This case report highlights two unusual surgical phenomena: lipoma-like well-differentiated liposarcomas and sciatic hernias. It illustrates the need to be aware that hernias may not always simply contain intra-abdominal viscera.

Case presentation

A 36 year old woman presented with an expanding, yet reducible, right gluteal mass, indicative of a sciatic hernia. However, magnetic resonance imaging demonstrated a large intra- and extra-pelvic fatty mass traversing the greater sciatic foramen. The tumour was surgically removed through an abdomino-perineal approach. Subsequent pathological examination revealed an atypical lipomatous tumour (synonym: lipoma-like well-differentiated liposarcoma). The patient remains free from recurrence two years following her surgery.

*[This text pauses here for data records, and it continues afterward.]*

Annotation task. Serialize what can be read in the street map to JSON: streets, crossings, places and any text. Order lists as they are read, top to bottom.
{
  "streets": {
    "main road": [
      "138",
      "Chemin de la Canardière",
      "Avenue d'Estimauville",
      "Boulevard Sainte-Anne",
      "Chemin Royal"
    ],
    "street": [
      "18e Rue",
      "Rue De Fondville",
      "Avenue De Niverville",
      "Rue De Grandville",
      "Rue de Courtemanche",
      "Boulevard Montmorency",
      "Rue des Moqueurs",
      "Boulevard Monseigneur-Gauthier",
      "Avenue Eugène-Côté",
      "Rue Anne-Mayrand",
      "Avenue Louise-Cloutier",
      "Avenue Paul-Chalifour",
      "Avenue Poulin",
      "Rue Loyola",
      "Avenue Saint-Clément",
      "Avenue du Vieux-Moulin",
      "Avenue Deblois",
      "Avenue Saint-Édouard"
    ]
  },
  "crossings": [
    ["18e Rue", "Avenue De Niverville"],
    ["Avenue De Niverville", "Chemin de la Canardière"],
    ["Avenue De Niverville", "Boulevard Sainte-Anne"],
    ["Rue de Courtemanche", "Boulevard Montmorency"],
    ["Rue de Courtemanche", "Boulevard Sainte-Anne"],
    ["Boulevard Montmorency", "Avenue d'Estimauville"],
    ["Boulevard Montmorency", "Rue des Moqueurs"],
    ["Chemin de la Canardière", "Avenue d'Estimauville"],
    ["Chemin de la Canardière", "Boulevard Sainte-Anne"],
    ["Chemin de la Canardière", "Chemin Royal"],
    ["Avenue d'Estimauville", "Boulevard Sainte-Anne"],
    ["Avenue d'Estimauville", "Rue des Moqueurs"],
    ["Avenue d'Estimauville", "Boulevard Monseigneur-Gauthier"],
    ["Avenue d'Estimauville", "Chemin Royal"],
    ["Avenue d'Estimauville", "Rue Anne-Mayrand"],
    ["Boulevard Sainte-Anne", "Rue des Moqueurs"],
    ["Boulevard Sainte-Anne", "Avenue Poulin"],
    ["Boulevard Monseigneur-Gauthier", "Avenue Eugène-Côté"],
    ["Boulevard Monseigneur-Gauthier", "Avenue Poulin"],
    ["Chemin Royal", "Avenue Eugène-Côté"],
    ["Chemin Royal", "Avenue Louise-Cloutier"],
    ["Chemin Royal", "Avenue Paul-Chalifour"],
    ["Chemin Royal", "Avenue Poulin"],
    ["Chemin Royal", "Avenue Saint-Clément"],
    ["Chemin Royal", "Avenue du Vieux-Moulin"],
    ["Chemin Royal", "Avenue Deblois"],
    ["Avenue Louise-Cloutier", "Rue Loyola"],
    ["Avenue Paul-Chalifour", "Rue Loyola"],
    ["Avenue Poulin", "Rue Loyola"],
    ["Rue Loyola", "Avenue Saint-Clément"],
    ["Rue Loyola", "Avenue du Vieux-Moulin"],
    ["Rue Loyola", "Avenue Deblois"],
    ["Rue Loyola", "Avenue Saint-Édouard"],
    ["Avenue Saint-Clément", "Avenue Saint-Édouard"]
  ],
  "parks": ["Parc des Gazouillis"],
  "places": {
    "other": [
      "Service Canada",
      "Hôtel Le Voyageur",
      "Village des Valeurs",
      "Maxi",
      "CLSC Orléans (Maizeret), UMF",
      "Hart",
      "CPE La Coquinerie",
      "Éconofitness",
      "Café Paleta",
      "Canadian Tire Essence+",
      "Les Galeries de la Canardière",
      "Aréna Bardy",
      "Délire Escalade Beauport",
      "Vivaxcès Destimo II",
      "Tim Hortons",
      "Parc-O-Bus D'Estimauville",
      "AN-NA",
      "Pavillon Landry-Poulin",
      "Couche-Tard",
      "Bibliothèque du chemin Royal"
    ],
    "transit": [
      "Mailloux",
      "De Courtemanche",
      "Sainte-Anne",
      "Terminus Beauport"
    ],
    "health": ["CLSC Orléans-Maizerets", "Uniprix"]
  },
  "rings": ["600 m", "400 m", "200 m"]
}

The presence of a gluteal mass should always suggest the possibility of a sciatic hernia. However, in this case, the hernia consisted of an atypical lipoma spanning the greater sciatic foramen. Although lipoma-like well-differentiated liposarcomas have only a low potential for recurrence, the variable nature of fatty tumours demands that patients require regular clinical and radiological review.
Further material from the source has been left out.